We consider the surfaces that result when the crystal is cleaved.

The (100) plane is a quadratic lattice with edge length $a$ . At the (110) plane, we get a rectangular grid in which the long side is the face diagonals of unit cube, $\sqrt {2} a$ . In the case of the (111) plane, however, we have a hexagonal lattice consisting of equilateral triangles with the edge length $\sqrt {2} a$ .

In complete crystal, each atom has $N = 6$ nearest neighbors and hence $N$ chemical bonds. Within the surface, each atom has $k$ chemical bonds. The remaining $N - k$ bonds must therefore each be below the surface or are broken. Since the surface in the complete crystal is a mirror plane, the number of broken bonds per surface atom is just $b = \frac {1} {2} (N - k)$ . If every atom on the surface occupies an area $A$ , the number of broken bonds per surface area is $\sigma =\frac{\text{number of broken bonds}}{\text{surface area}} = \frac{b}{A} = \frac{N - k}{2 A}$ The area $A$ represents the area of the parallelogram corresponding to the unit cell of the two-dimensional lattice at the surface.

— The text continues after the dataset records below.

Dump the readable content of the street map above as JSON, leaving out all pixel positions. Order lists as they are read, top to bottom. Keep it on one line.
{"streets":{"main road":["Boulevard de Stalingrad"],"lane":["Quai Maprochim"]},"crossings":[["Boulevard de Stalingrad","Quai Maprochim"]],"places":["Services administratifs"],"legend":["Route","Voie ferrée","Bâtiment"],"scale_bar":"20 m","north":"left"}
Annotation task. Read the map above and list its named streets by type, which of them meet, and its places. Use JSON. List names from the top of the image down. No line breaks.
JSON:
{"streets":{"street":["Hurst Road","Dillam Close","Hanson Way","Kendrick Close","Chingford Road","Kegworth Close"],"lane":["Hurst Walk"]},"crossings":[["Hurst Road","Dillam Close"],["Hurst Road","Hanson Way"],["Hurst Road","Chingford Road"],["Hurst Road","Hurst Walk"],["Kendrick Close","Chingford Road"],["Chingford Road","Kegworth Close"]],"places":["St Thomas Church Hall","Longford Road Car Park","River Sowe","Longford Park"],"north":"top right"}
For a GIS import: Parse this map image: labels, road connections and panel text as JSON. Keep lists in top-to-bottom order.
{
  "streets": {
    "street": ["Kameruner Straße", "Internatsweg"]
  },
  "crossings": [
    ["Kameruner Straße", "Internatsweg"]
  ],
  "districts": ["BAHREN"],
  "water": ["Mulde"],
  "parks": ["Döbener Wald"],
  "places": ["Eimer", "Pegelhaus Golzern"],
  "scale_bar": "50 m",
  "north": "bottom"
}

This bond density $\sigma$ results for the different cases to $\begin{aligned} \sigma_{(100)} &= \frac{6 - 4}{2 \cdot a^2} = \frac{1}{a^2} \\ \sigma_{(110)} &= \frac{6 - 2}{2 \cdot (a \cdot \sqrt{2} a) } = \frac{\sqrt{2}}{ a^2} \approx 1.41 \cdot \frac{1}{a^2} \\ \sigma_{(111)} &= \frac{6 - 0}{2 \cdot ( \sqrt{2} a \cdot \sqrt{\frac{3}{2}} a)} = \frac{\sqrt{3}}{a^2} \approx 1.73 \cdot \frac{1}{a^2} \end{aligned}$ Thus, the simplest way to cleave the crystal is along the (100) plane, since the fewest bonds must be broken here.